Directions:
The answer must be every entry below, word for word, with the pictures left out.

Stored items
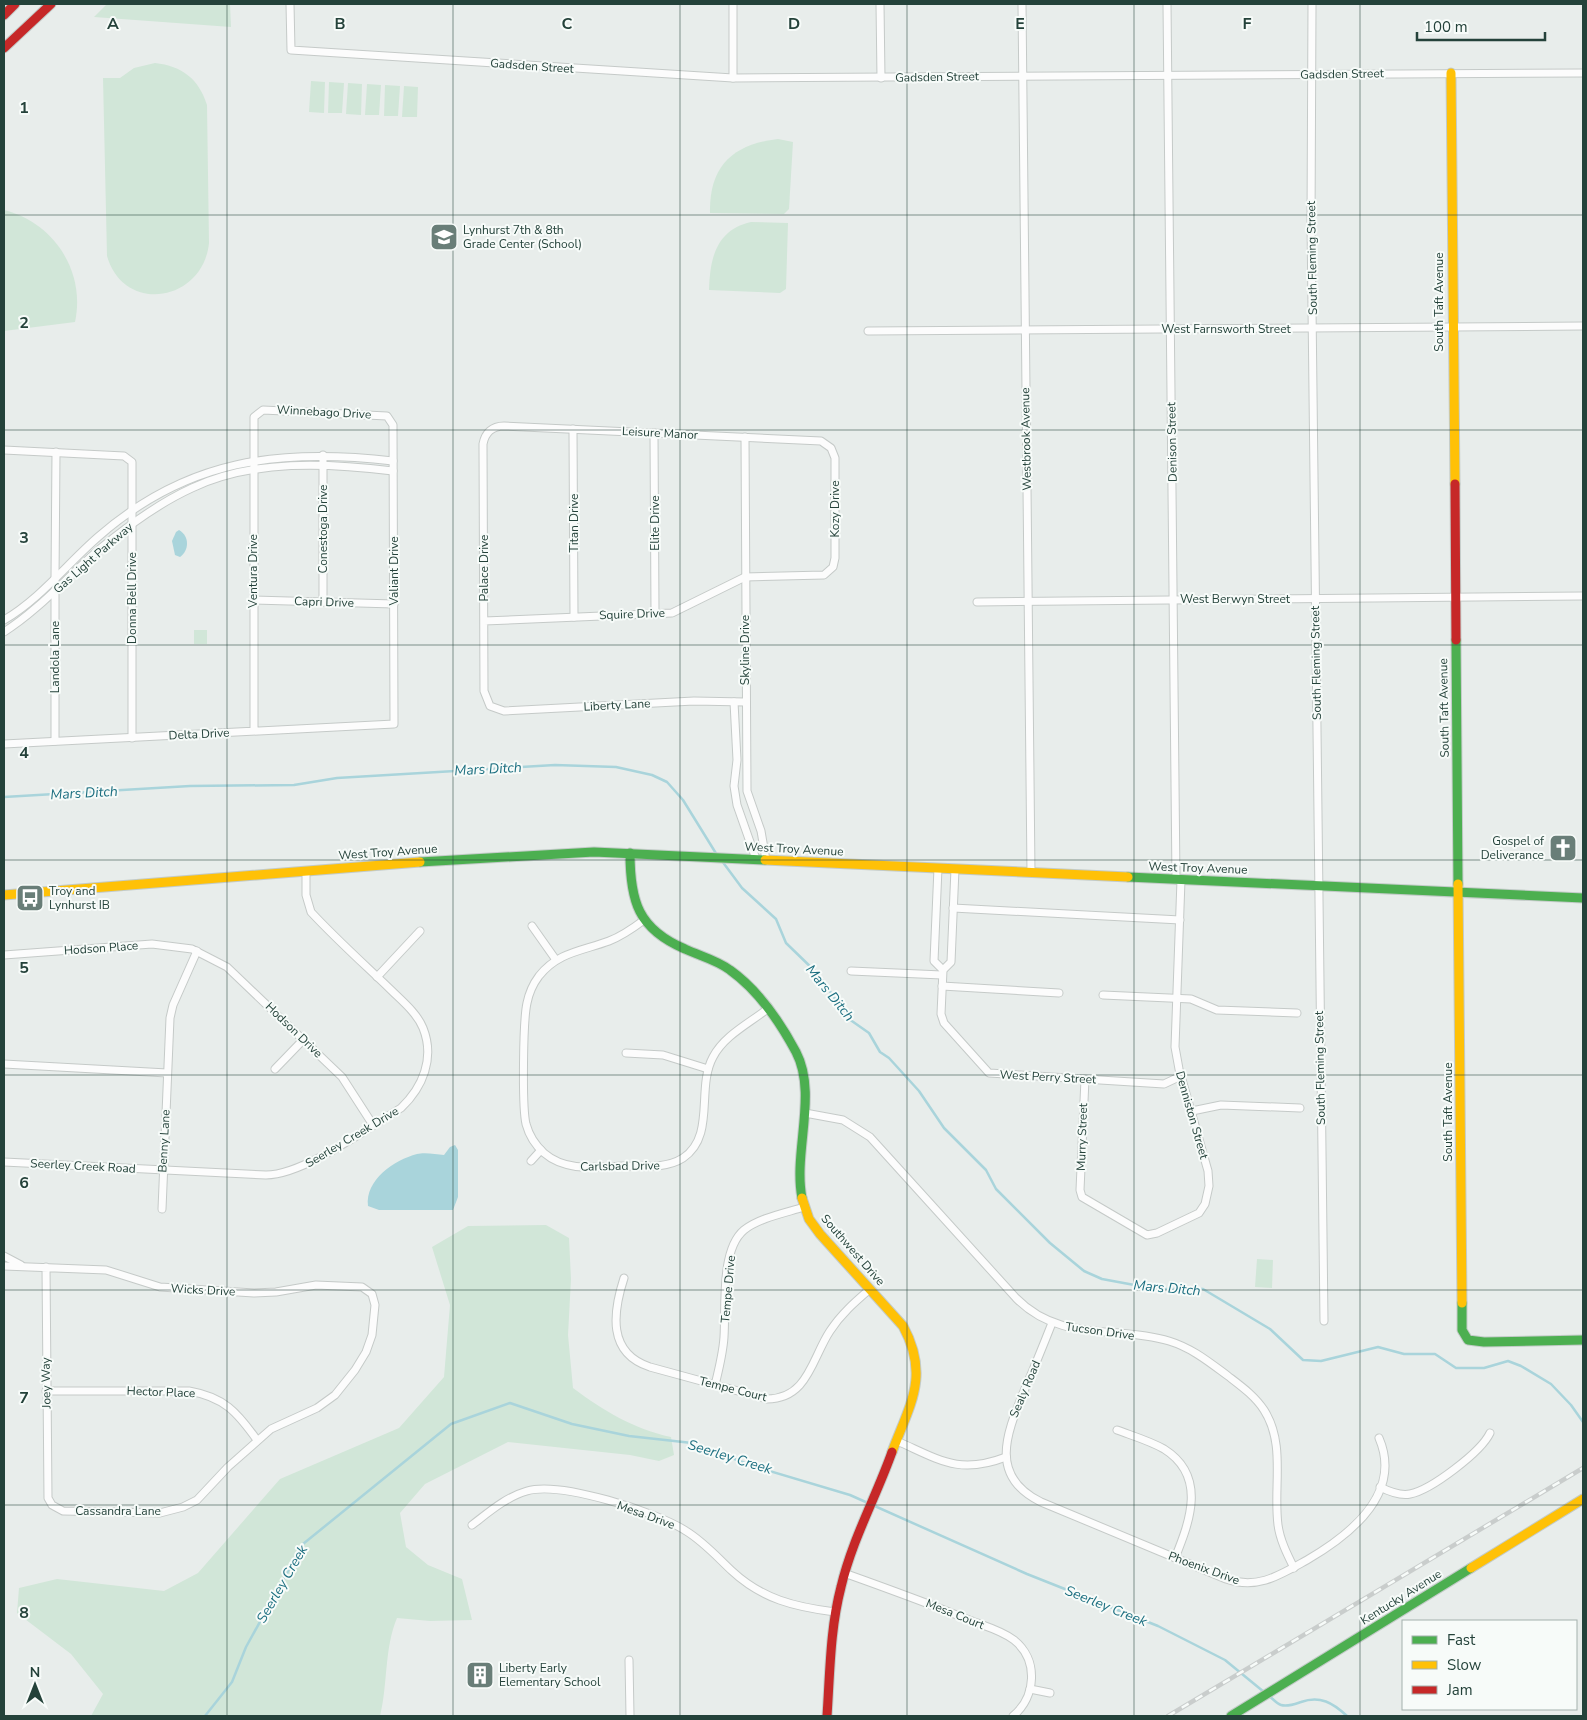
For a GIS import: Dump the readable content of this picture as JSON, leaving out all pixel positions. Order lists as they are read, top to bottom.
{
  "streets": {
    "main road": [
      "South Taft Avenue",
      "West Troy Avenue",
      "Southwest Drive",
      "Kentucky Avenue"
    ],
    "street": [
      "Gadsden Street",
      "South Fleming Street",
      "West Farnsworth Street",
      "Winnebago Drive",
      "Leisure Manor",
      "Westbrook Avenue",
      "Denison Street",
      "Kozy Drive",
      "Titan Drive",
      "Elite Drive",
      "Conestoga Drive",
      "Gas Light Parkway",
      "Palace Drive",
      "Ventura Drive",
      "Valiant Drive",
      "Donna Bell Drive",
      "West Berwyn Street",
      "Capri Drive",
      "Squire Drive",
      "Skyline Drive",
      "Landola Lane",
      "Liberty Lane",
      "Delta Drive",
      "Hodson Place",
      "Hodson Drive",
      "West Perry Street",
      "Denniston Street",
      "Seerley Creek Drive",
      "Murry Street",
      "Benny Lane",
      "Seerley Creek Road",
      "Carlsbad Drive",
      "Tempe Drive",
      "Wicks Drive",
      "Tucson Drive",
      "Joey Way",
      "Tempe Court",
      "Sealy Road",
      "Hector Place",
      "Cassandra Lane",
      "Mesa Drive",
      "Phoenix Drive",
      "Mesa Court"
    ]
  },
  "crossings": [
    ["Gadsden Street", "South Fleming Street"],
    ["Gadsden Street", "South Taft Avenue"],
    ["Gadsden Street", "Westbrook Avenue"],
    ["Gadsden Street", "Denison Street"],
    ["South Fleming Street", "West Farnsworth Street"],
    ["South Fleming Street", "West Berwyn Street"],
    ["South Fleming Street", "West Troy Avenue"],
    ["South Taft Avenue", "West Farnsworth Street"],
    ["South Taft Avenue", "West Berwyn Street"],
    ["South Taft Avenue", "West Troy Avenue"],
    ["West Farnsworth Street", "Westbrook Avenue"],
    ["West Farnsworth Street", "Denison Street"],
    ["Winnebago Drive", "Ventura Drive"],
    ["Winnebago Drive", "Valiant Drive"],
    ["Leisure Manor", "Kozy Drive"],
    ["Leisure Manor", "Titan Drive"],
    ["Leisure Manor", "Elite Drive"],
    ["Leisure Manor", "Palace Drive"],
    ["Leisure Manor", "Skyline Drive"],
    ["Westbrook Avenue", "West Berwyn Street"],
    ["Westbrook Avenue", "West Troy Avenue"],
    ["Denison Street", "West Berwyn Street"],
    ["Denison Street", "West Troy Avenue"],
    ["Denison Street", "Denniston Street"],
    ["Kozy Drive", "Squire Drive"],
    ["Titan Drive", "Squire Drive"],
    ["Elite Drive", "Squire Drive"],
    ["Conestoga Drive", "Gas Light Parkway"],
    ["Conestoga Drive", "Capri Drive"],
    ["Gas Light Parkway", "Ventura Drive"],
    ["Gas Light Parkway", "Valiant Drive"],
    ["Gas Light Parkway", "Donna Bell Drive"],
    ["Gas Light Parkway", "Landola Lane"],
    ["Palace Drive", "Squire Drive"],
    ["Palace Drive", "Liberty Lane"],
    ["Ventura Drive", "Capri Drive"],
    ["Ventura Drive", "Delta Drive"],
    ["Valiant Drive", "Capri Drive"],
    ["Valiant Drive", "Delta Drive"],
    ["Donna Bell Drive", "Landola Lane"],
    ["Donna Bell Drive", "Delta Drive"],
    ["Squire Drive", "Skyline Drive"],
    ["Skyline Drive", "Liberty Lane"],
    ["Skyline Drive", "West Troy Avenue"],
    ["Landola Lane", "Delta Drive"],
    ["West Troy Avenue", "West Perry Street"],
    ["West Troy Avenue", "Denniston Street"],
    ["West Troy Avenue", "Seerley Creek Drive"],
    ["West Troy Avenue", "Southwest Drive"],
    ["Hodson Place", "Hodson Drive"],
    ["Hodson Place", "Benny Lane"],
    ["Hodson Drive", "Seerley Creek Drive"],
    ["Hodson Drive", "Benny Lane"],
    ["West Perry Street", "Denniston Street"],
    ["West Perry Street", "Murry Street"],
    ["Denniston Street", "Murry Street"],
    ["Seerley Creek Drive", "Benny Lane"],
    ["Seerley Creek Drive", "Seerley Creek Road"],
    ["Benny Lane", "Seerley Creek Road"],
    ["Carlsbad Drive", "Southwest Drive"],
    ["Southwest Drive", "Tempe Drive"],
    ["Southwest Drive", "Tucson Drive"],
    ["Southwest Drive", "Tempe Court"],
    ["Southwest Drive", "Mesa Drive"],
    ["Southwest Drive", "Mesa Court"],
    ["Tempe Drive", "Tempe Court"],
    ["Wicks Drive", "Joey Way"],
    ["Wicks Drive", "Hector Place"],
    ["Wicks Drive", "Cassandra Lane"],
    ["Tucson Drive", "Sealy Road"],
    ["Tucson Drive", "Phoenix Drive"],
    ["Joey Way", "Hector Place"],
    ["Joey Way", "Cassandra Lane"],
    ["Sealy Road", "Phoenix Drive"],
    ["Hector Place", "Cassandra Lane"]
  ],
  "water": ["Mars Ditch", "Seerley Creek"],
  "places": {
    "school or university": ["Lynhurst 7th & 8th Grade Center (School)"],
    "church": ["Gospel of Deliverance"],
    "bus stop": ["Troy and Lynhurst IB"],
    "building": ["Liberty Early Elementary School"]
  },
  "legend": ["Fast", "Slow", "Jam"],
  "scale_bar": "100 m",
  "north": "top",
  "grid": {
    "columns": [
      "A",
      "B",
      "C",
      "D",
      "E",
      "F"
    ],
    "rows": [
      "1",
      "2",
      "3",
      "4",
      "5",
      "6",
      "7",
      "8"
    ]
  }
}
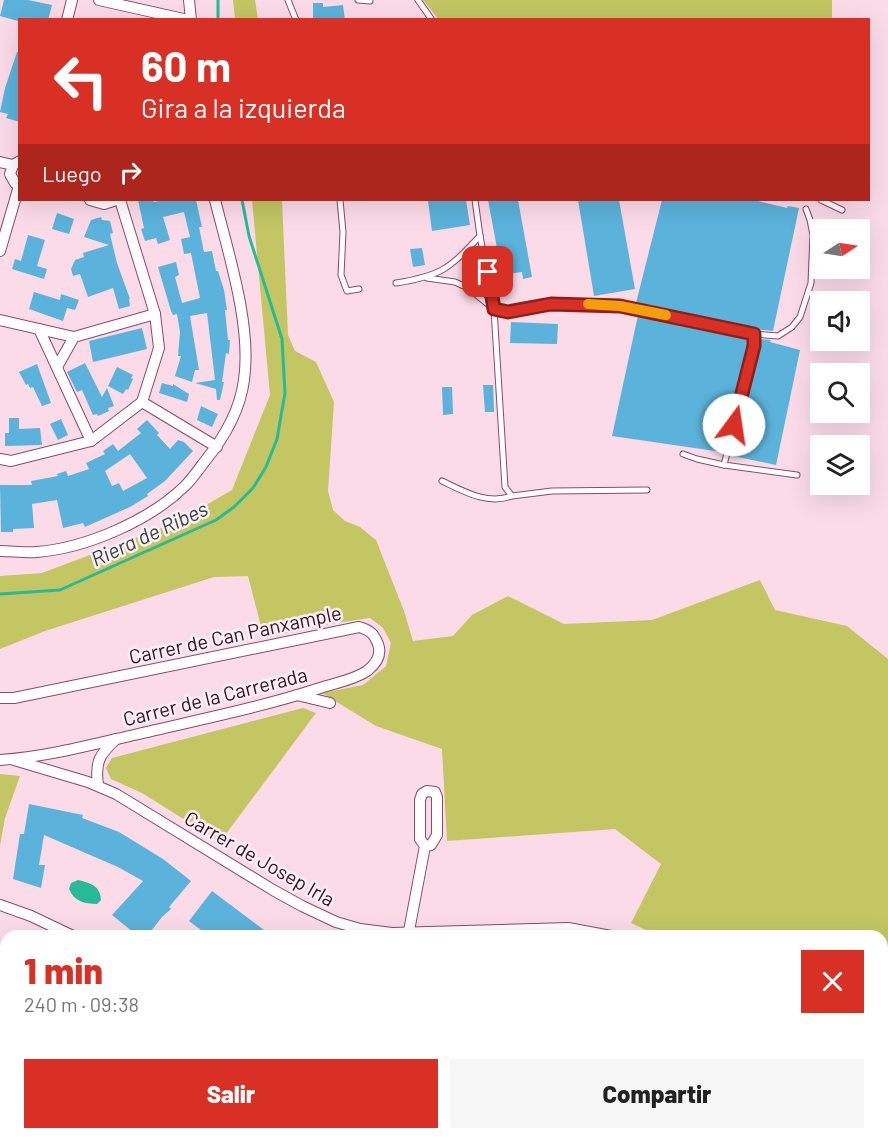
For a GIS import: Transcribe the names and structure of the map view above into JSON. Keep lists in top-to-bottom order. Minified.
{"streets":{"street":["Carrer de Can Panxample","Carrer de la Carrerada","Carrer de Josep Irla"]},"crossings":[["Carrer de Can Panxample","Carrer de la Carrerada"],["Carrer de la Carrerada","Carrer de Josep Irla"]],"water":["Riera de Ribes"],"north":"right","page":{"turn":["60 m","Gira a la izquierda"],"then":"Luego","heading":["1 min","240 m · 09:38"],"buttons":["Salir","Compartir"]}}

Response box:
For a GIS import: Dump the readable content of this picture as JSON, leaving out all pixel positions. Order lists as they are read, top to bottom.
{
  "streets": {
    "main road": [
      "South Taft Avenue",
      "West Troy Avenue",
      "Southwest Drive",
      "Kentucky Avenue"
    ],
    "street": [
      "Gadsden Street",
      "South Fleming Street",
      "West Farnsworth Street",
      "Winnebago Drive",
      "Leisure Manor",
      "Westbrook Avenue",
      "Denison Street",
      "Kozy Drive",
      "Titan Drive",
      "Elite Drive",
      "Conestoga Drive",
      "Gas Light Parkway",
      "Palace Drive",
      "Ventura Drive",
      "Valiant Drive",
      "Donna Bell Drive",
      "West Berwyn Street",
      "Capri Drive",
      "Squire Drive",
      "Skyline Drive",
      "Landola Lane",
      "Liberty Lane",
      "Delta Drive",
      "Hodson Place",
      "Hodson Drive",
      "West Perry Street",
      "Denniston Street",
      "Seerley Creek Drive",
      "Murry Street",
      "Benny Lane",
      "Seerley Creek Road",
      "Carlsbad Drive",
      "Tempe Drive",
      "Wicks Drive",
      "Tucson Drive",
      "Joey Way",
      "Tempe Court",
      "Sealy Road",
      "Hector Place",
      "Cassandra Lane",
      "Mesa Drive",
      "Phoenix Drive",
      "Mesa Court"
    ]
  },
  "crossings": [
    ["Gadsden Street", "South Fleming Street"],
    ["Gadsden Street", "South Taft Avenue"],
    ["Gadsden Street", "Westbrook Avenue"],
    ["Gadsden Street", "Denison Street"],
    ["South Fleming Street", "West Farnsworth Street"],
    ["South Fleming Street", "West Berwyn Street"],
    ["South Fleming Street", "West Troy Avenue"],
    ["South Taft Avenue", "West Farnsworth Street"],
    ["South Taft Avenue", "West Berwyn Street"],
    ["South Taft Avenue", "West Troy Avenue"],
    ["West Farnsworth Street", "Westbrook Avenue"],
    ["West Farnsworth Street", "Denison Street"],
    ["Winnebago Drive", "Ventura Drive"],
    ["Winnebago Drive", "Valiant Drive"],
    ["Leisure Manor", "Kozy Drive"],
    ["Leisure Manor", "Titan Drive"],
    ["Leisure Manor", "Elite Drive"],
    ["Leisure Manor", "Palace Drive"],
    ["Leisure Manor", "Skyline Drive"],
    ["Westbrook Avenue", "West Berwyn Street"],
    ["Westbrook Avenue", "West Troy Avenue"],
    ["Denison Street", "West Berwyn Street"],
    ["Denison Street", "West Troy Avenue"],
    ["Denison Street", "Denniston Street"],
    ["Kozy Drive", "Squire Drive"],
    ["Titan Drive", "Squire Drive"],
    ["Elite Drive", "Squire Drive"],
    ["Conestoga Drive", "Gas Light Parkway"],
    ["Conestoga Drive", "Capri Drive"],
    ["Gas Light Parkway", "Ventura Drive"],
    ["Gas Light Parkway", "Valiant Drive"],
    ["Gas Light Parkway", "Donna Bell Drive"],
    ["Gas Light Parkway", "Landola Lane"],
    ["Palace Drive", "Squire Drive"],
    ["Palace Drive", "Liberty Lane"],
    ["Ventura Drive", "Capri Drive"],
    ["Ventura Drive", "Delta Drive"],
    ["Valiant Drive", "Capri Drive"],
    ["Valiant Drive", "Delta Drive"],
    ["Donna Bell Drive", "Landola Lane"],
    ["Donna Bell Drive", "Delta Drive"],
    ["Squire Drive", "Skyline Drive"],
    ["Skyline Drive", "Liberty Lane"],
    ["Skyline Drive", "West Troy Avenue"],
    ["Landola Lane", "Delta Drive"],
    ["West Troy Avenue", "West Perry Street"],
    ["West Troy Avenue", "Denniston Street"],
    ["West Troy Avenue", "Seerley Creek Drive"],
    ["West Troy Avenue", "Southwest Drive"],
    ["Hodson Place", "Hodson Drive"],
    ["Hodson Place", "Benny Lane"],
    ["Hodson Drive", "Seerley Creek Drive"],
    ["Hodson Drive", "Benny Lane"],
    ["West Perry Street", "Denniston Street"],
    ["West Perry Street", "Murry Street"],
    ["Denniston Street", "Murry Street"],
    ["Seerley Creek Drive", "Benny Lane"],
    ["Seerley Creek Drive", "Seerley Creek Road"],
    ["Benny Lane", "Seerley Creek Road"],
    ["Carlsbad Drive", "Southwest Drive"],
    ["Southwest Drive", "Tempe Drive"],
    ["Southwest Drive", "Tucson Drive"],
    ["Southwest Drive", "Tempe Court"],
    ["Southwest Drive", "Mesa Drive"],
    ["Southwest Drive", "Mesa Court"],
    ["Tempe Drive", "Tempe Court"],
    ["Wicks Drive", "Joey Way"],
    ["Wicks Drive", "Hector Place"],
    ["Wicks Drive", "Cassandra Lane"],
    ["Tucson Drive", "Sealy Road"],
    ["Tucson Drive", "Phoenix Drive"],
    ["Joey Way", "Hector Place"],
    ["Joey Way", "Cassandra Lane"],
    ["Sealy Road", "Phoenix Drive"],
    ["Hector Place", "Cassandra Lane"]
  ],
  "water": ["Mars Ditch", "Seerley Creek"],
  "places": {
    "school or university": ["Lynhurst 7th & 8th Grade Center (School)"],
    "church": ["Gospel of Deliverance"],
    "bus stop": ["Troy and Lynhurst IB"],
    "building": ["Liberty Early Elementary School"]
  },
  "legend": ["Fast", "Slow", "Jam"],
  "scale_bar": "100 m",
  "north": "top",
  "grid": {
    "columns": [
      "A",
      "B",
      "C",
      "D",
      "E",
      "F"
    ],
    "rows": [
      "1",
      "2",
      "3",
      "4",
      "5",
      "6",
      "7",
      "8"
    ]
  }
}
For a GIS import: Transcribe the names and structure of the map view above into JSON. Keep lists in top-to-bottom order. Minified.
{"streets":{"street":["Carrer de Can Panxample","Carrer de la Carrerada","Carrer de Josep Irla"]},"crossings":[["Carrer de Can Panxample","Carrer de la Carrerada"],["Carrer de la Carrerada","Carrer de Josep Irla"]],"water":["Riera de Ribes"],"north":"right","page":{"turn":["60 m","Gira a la izquierda"],"then":"Luego","heading":["1 min","240 m · 09:38"],"buttons":["Salir","Compartir"]}}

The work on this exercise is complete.